They were escorted by Baron von Maltzahn, former
attache of the German Embassy in Paris. At Lodz,
one of the largest cities in Poland, they were taken
to headquarters. Von Maltzahn, who knew Mackensen
personally, called at the Field Marshal’s offices,
reported that he had escorted six American army officers
under orders of the General Staff, whom he desired
to present to the Commander-in-Chief. Von Mackensen
replied that he did not care to meet the Americans
and told von Maltzahn that the best thing he could
do would be to escort the observers back to Berlin.
As soon as the military attaches reached
Berlin and reported this to Washington they were recalled.
BLOOD-TRAFFICKERS
Cowards, who kill three thousand miles
away,
See the long lines of shrouded forms increase!
Yours is this work, disguise it as you
may;
But for your greed the world were now
at peace.
Month after month your countless chimneys roar,
Slaughter your object, and your motive
gain;
Look at your money, it is wet
with gore
Nothing can cleanse it from the loathsome
stain.
You, who prolong this hideous hell on
earth,
Making a by-word of your native land,
Stripped of your wealth, how paltry is
your worth!
See how men shrink from contact with your
hand!
There is pollution in your blood-smeared
gold,
There is corruption in your pact with
Death,
There is dishonor in the lie, oft-told,
Of your “Humanity”!
’Tis empty breath.
What shall it profit you to heap on high,
Makers of orphans! a few millions more,
When you must face them those
you caused to die,
And God demands of you to pay your score?
He is not mocked; His vengeance doth not
sleep;
His cup of wrath He lets you slowly fill;
What you have sown, that also shall you
reap;
God’s law is adamant, “Thou
shalt not kill”!
Think not to plead: “I
did not act alone,”
“Custom allows it,” and “My
dead were few”;
Each hath his quota; yonder are your own!
See how their fleshless fingers point
at you, at you!
You, to whose vaults this wholesale murder
yields
Mere needless increments of ghoulish gain,
Count up your corpses on these blood-soaked
fields!
Hear . . . till your death . . . your
victims’ moans of pain!
Then, when at night you, sleepless, fear
to pray,
Watch the thick, crimson stream draw near
your bed,
And shriek with horror, till the dawn
of day
Shall find you raving at your heaps of
dead!
JOHN L. STODDARD.
The League of Truth
Head Offices for Germany:
Berlin W
40 Potsdamer
Str.
July 4th, 1916. Printed by Barthe
& Co., Berlin W.
But this was not the only time von
Mackensen, or other army officers, showed their contempt
for the United States.

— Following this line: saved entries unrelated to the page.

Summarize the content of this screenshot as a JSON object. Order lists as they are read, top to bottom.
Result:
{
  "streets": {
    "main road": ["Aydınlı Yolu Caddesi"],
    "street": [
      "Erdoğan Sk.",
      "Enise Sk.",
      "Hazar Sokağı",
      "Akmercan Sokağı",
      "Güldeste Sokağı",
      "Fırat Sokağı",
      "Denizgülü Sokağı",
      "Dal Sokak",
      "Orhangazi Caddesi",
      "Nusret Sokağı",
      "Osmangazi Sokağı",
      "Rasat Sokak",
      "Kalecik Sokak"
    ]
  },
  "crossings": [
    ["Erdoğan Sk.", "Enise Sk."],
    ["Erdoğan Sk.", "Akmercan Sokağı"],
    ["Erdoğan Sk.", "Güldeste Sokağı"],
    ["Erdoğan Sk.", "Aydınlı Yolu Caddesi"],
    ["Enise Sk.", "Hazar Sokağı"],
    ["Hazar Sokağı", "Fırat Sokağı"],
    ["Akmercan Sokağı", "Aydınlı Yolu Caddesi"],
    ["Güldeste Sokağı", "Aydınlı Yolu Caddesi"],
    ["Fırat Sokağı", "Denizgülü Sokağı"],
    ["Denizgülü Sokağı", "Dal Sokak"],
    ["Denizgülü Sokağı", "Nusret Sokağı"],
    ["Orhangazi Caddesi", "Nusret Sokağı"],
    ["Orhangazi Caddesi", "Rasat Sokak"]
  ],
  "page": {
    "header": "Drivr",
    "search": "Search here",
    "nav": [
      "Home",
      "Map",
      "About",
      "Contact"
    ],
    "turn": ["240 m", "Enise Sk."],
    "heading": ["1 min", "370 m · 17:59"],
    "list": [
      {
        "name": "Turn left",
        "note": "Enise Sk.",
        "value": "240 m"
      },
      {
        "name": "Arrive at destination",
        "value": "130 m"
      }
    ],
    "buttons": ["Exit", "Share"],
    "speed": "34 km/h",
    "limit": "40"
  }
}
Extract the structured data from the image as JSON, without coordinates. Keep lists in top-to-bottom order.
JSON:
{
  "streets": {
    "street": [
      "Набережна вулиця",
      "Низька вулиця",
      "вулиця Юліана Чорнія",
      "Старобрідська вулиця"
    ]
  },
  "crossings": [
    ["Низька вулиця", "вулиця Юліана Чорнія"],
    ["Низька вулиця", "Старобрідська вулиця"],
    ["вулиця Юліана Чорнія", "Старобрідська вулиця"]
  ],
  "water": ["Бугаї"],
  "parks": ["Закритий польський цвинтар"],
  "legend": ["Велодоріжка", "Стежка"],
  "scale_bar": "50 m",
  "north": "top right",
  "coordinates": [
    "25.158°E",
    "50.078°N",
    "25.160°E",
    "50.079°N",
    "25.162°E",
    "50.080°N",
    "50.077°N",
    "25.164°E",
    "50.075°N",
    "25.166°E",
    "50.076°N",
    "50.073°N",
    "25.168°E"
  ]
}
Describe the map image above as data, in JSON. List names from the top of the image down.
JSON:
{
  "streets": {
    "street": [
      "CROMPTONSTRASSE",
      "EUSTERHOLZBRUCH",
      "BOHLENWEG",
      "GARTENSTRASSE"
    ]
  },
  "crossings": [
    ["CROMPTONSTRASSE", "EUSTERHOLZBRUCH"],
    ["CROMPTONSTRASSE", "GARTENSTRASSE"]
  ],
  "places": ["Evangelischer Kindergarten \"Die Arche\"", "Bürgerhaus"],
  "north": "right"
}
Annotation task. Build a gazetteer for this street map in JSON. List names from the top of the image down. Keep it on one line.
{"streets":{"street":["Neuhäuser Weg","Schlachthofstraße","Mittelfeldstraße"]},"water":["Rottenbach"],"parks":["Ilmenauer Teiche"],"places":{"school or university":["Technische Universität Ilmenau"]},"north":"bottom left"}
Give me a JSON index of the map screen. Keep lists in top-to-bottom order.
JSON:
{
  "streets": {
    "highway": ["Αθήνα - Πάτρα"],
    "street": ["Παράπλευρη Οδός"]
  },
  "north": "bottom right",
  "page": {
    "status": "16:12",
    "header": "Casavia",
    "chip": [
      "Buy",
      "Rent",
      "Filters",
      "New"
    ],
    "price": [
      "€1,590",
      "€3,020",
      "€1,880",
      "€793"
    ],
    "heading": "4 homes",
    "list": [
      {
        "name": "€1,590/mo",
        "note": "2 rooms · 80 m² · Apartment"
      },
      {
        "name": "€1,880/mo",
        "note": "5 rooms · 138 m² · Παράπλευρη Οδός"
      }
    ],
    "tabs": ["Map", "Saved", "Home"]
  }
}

After the fall of Warsaw
a group of American correspondents were asked to go
to the headquarters of General von Besseler, afterward
named Governor General of Poland. The general
received them in the gardens of the Polish castle which
he had seized as his headquarters; shook hands with
the Dutch, Danish, Swedish, Swiss and South American
newspaper men, and then, before turning on his heels
to go back to his Polish palace, turned to the Americans
and said:
“As for you gentlemen, the best
thing you can do is to tell your country to stop shipping
arms and ammunition.”
During General Brusiloff’s offensive
I was invited together with other correspondents to
go to the Wohlynian battlefields to see how the Germans
had reorganised the Austrian front. In a little
town near the Stochod River we were invited to dinner
by Colonel von Luck. I sat opposite the colonel,
who was in charge of the reorganisation here.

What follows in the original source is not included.